▶ _WHAT IS EXPECTED_: Look through the entries. Copy each line that has the word "shaded".

▶ _EXERCISE DATA_:
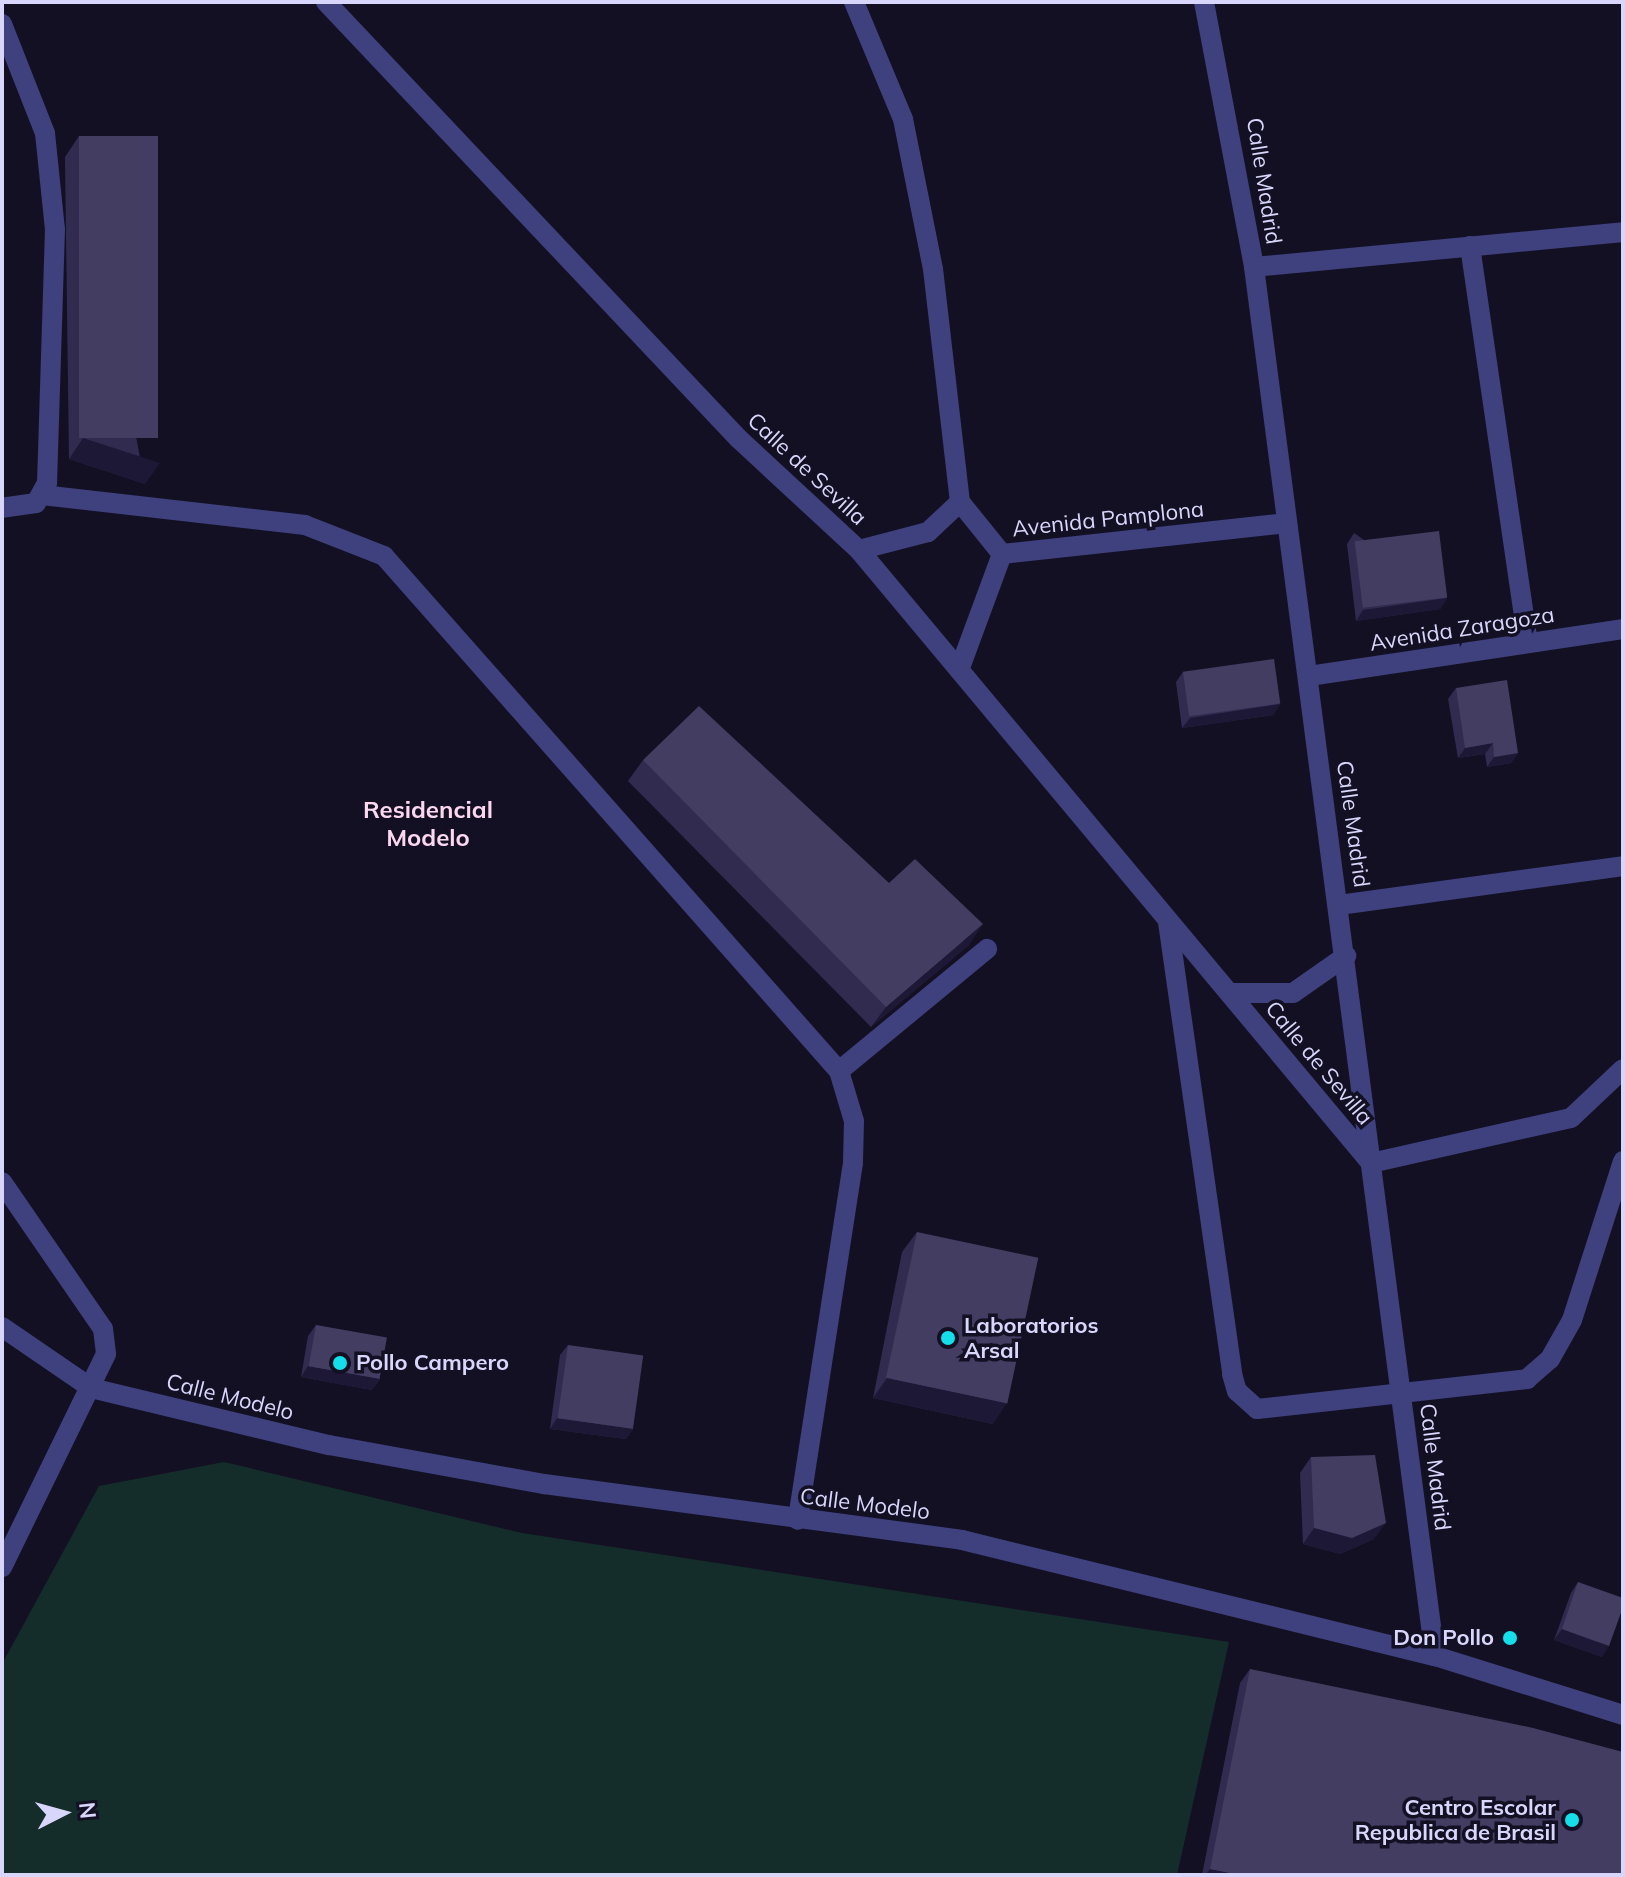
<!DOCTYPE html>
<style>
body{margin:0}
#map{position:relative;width:1625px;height:1877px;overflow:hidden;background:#131023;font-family:Mulish,sans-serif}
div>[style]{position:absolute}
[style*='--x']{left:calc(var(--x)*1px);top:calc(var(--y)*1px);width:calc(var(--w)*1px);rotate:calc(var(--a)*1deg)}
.green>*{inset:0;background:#142d2b}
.minor>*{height:20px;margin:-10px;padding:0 10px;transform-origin:10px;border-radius:10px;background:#3f407e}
.wall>*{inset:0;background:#312b50}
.shaded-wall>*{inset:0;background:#1d1836}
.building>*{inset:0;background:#433d62;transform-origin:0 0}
.dots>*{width:22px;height:22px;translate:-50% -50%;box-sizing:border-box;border:4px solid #131023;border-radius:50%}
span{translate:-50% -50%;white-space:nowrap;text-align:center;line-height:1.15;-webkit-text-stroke:7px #131023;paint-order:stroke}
.street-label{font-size:22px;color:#d9d6fc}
.poi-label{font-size:22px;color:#d9d6fc;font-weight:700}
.left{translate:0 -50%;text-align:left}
.right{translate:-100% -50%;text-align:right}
.neighbourhood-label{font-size:24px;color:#fcd8f0;font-weight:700}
.frame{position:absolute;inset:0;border:4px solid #d9d6fc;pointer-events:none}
.north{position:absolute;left:24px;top:1773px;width:80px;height:80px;-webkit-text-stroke:6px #131023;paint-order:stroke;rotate:84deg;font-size:22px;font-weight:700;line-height:32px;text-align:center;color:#d9d6fc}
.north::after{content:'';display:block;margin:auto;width:28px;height:36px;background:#d9d6fc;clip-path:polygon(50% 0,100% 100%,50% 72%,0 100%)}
</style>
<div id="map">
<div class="green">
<div style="clip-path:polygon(224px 1462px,522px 1533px,1229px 1642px,1177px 1875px,2px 1875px,2px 1664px,99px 1486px)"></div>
</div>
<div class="minor">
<div style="--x:326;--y:2;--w:601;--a:46.62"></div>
<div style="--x:739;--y:439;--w:163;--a:42.8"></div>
<div style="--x:859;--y:550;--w:799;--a:50.13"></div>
<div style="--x:1371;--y:1163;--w:205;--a:-12.7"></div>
<div style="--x:1571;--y:1118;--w:71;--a:-43.3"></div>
<div style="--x:854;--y:2;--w:127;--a:67.3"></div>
<div style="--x:903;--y:119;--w:153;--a:78.7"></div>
<div style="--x:933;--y:269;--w:235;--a:83.4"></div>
<div style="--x:960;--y:502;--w:44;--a:136.8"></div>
<div style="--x:928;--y:532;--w:71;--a:165.4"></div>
<div style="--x:1204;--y:2;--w:270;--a:79.3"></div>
<div style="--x:1254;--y:267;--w:1401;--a:82.58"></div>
<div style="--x:2;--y:24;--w:117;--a:68.5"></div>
<div style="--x:45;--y:133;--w:97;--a:84.1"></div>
<div style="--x:55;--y:229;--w:254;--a:91.8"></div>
<div style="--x:47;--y:483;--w:23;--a:119"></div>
<div style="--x:36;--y:503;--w:34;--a:172"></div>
<div style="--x:1470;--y:246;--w:401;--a:81.7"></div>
<div style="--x:1254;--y:267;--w:371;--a:-5.4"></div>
<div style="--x:42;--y:495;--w:265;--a:6.5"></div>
<div style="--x:305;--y:525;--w:85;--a:21.4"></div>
<div style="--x:384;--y:556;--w:687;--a:48.54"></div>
<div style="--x:839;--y:1071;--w:52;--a:73.3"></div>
<div style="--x:854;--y:1121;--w:42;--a:91.4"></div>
<div style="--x:853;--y:1163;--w:361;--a:98.8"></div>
<div style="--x:960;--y:502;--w:67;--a:51.1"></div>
<div style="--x:1002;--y:554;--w:286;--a:-6.2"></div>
<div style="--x:961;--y:665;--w:118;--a:-69.7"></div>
<div style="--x:1309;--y:676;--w:317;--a:-8.5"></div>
<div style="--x:1339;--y:905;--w:287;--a:-7.8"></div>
<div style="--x:1168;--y:922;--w:457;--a:81.9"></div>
<div style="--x:1232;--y:1374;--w:18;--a:74"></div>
<div style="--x:1237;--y:1391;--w:27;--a:42"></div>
<div style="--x:1257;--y:1409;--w:272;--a:-6.3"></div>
<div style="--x:1527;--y:1379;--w:30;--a:-41"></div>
<div style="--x:1550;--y:1359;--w:45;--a:-60.6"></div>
<div style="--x:1572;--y:1320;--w:167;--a:-72.2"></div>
<div style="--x:1230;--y:993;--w:63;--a:0"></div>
<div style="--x:1293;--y:993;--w:65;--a:-34.9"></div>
<div style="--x:839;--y:1071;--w:192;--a:-39.5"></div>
<div style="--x:2;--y:1182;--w:178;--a:55.5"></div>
<div style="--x:103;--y:1329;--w:25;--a:83"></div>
<div style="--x:106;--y:1354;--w:237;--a:116"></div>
<div style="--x:2;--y:1327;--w:108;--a:34.4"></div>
<div style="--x:91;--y:1388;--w:245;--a:13.5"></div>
<div style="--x:329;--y:1445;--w:219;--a:10.3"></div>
<div style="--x:544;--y:1484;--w:422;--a:7.6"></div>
<div style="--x:962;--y:1540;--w:487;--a:13.8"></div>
<div style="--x:1435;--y:1656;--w:197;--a:17.4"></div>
</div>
<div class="wall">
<div style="clip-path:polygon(79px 136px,145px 484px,69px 459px,65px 157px)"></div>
<div style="clip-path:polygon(1354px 533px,1447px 598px,1440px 609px,1356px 621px,1347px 544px)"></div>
<div style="clip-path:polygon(1183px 672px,1280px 704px,1273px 715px,1182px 728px,1176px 682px)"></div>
<div style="clip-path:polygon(1456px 688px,1518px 753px,1511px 763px,1487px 767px,1485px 754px,1458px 758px,1448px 699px)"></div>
<div style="clip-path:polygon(643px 760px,889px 883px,969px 945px,871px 1027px,628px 781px)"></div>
<div style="clip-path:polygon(917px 1232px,993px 1424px,873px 1398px,902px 1252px)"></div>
<div style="clip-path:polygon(316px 1325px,380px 1379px,372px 1390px,301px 1377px,308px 1336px)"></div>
<div style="clip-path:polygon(568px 1345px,633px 1429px,626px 1439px,550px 1429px,560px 1355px)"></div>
<div style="clip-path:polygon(1311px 1457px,1374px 1539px,1340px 1554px,1303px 1544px,1300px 1473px)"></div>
<div style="clip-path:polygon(1578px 1582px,1602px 1657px,1554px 1640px,1571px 1593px)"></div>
<div style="clip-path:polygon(1250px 1669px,1623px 1875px,1202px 1875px,1240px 1683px)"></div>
</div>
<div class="shaded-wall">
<div style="clip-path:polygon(83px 438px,160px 463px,145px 484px,69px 459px)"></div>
<div style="clip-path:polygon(1447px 598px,1440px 609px,1356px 621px,1363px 610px)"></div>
<div style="clip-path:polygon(1280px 704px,1273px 715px,1182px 728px,1190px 718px)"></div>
<div style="clip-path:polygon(1493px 743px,1485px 754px,1458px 758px,1465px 748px)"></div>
<div style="clip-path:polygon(1518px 753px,1511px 763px,1487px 767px,1494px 757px)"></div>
<div style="clip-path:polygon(983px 924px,969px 945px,871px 1027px,886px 1007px)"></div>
<div style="clip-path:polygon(308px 1366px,380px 1379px,372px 1390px,301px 1377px)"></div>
<div style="clip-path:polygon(887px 1378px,1007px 1403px,993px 1424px,873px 1398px)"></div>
<div style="clip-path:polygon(557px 1418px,633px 1429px,626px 1439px,550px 1429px)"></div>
<div style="clip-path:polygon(1386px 1523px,1374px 1539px,1340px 1554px,1303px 1544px,1314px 1528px)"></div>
<div style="clip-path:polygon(1562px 1629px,1609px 1646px,1602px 1657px,1554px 1640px)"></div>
<div style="clip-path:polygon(1210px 1869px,1240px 1875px,1205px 1875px)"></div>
</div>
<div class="building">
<div style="left:79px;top:136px;width:79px;height:302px"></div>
<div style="left:1439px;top:531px;width:67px;height:85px;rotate:83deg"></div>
<div style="left:1274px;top:659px;width:45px;height:92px;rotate:82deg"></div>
<div style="clip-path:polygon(1507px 680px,1518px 753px,1494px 757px,1493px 743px,1465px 748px,1456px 688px)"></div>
<div style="clip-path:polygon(699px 706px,889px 883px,915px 859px,983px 924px,886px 1007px,643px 760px)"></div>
<div style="left:917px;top:1232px;width:124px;height:149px;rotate:12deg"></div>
<div style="left:316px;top:1325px;width:72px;height:42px;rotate:10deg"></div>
<div style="left:568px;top:1345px;width:76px;height:74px;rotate:8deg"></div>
<div style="clip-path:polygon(1375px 1455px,1386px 1523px,1352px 1538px,1314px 1528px,1311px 1457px)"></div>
<div style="clip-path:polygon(1578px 1582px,1623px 1598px,1623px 1607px,1609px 1646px,1562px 1629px)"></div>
<div style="clip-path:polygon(1250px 1669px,1533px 1728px,1623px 1752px,1623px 1875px,1240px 1875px,1210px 1869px)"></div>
</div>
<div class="dots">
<div style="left:948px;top:1338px;background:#14deea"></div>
<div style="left:340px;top:1363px;background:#14deea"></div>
<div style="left:1510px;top:1638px;background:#14deea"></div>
<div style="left:1572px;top:1820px;background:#14deea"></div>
</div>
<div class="street-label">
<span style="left:1264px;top:181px;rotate:81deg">Calle Madrid</span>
<span style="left:807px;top:469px;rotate:43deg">Calle de Sevilla</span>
<span style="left:1108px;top:519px;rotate:-6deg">Avenida Pamplona</span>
<span style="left:1462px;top:629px;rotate:-9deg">Avenida Zaragoza</span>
<span style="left:1353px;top:824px;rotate:82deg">Calle Madrid</span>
<span style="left:1319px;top:1063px;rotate:50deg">Calle de Sevilla</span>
<span style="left:230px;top:1397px;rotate:14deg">Calle Modelo</span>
<span style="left:1435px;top:1467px;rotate:83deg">Calle Madrid</span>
<span style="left:865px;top:1504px;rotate:7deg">Calle Modelo</span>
</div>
<div class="poi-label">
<span class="left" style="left:964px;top:1338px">Laboratorios<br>Arsal</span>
<span class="left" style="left:356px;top:1363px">Pollo Campero</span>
<span class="right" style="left:1494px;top:1638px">Don Pollo</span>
<span class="right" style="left:1556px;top:1820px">Centro Escolar<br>Republica de Brasil</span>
</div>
<div class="neighbourhood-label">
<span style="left:428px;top:824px">Residencial<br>Modelo</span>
</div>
<div class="frame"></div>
<div class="north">N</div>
</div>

▶ _TASK RESPONSE_:
.shaded-wall>*{inset:0;background:#1d1836}
<div class="shaded-wall">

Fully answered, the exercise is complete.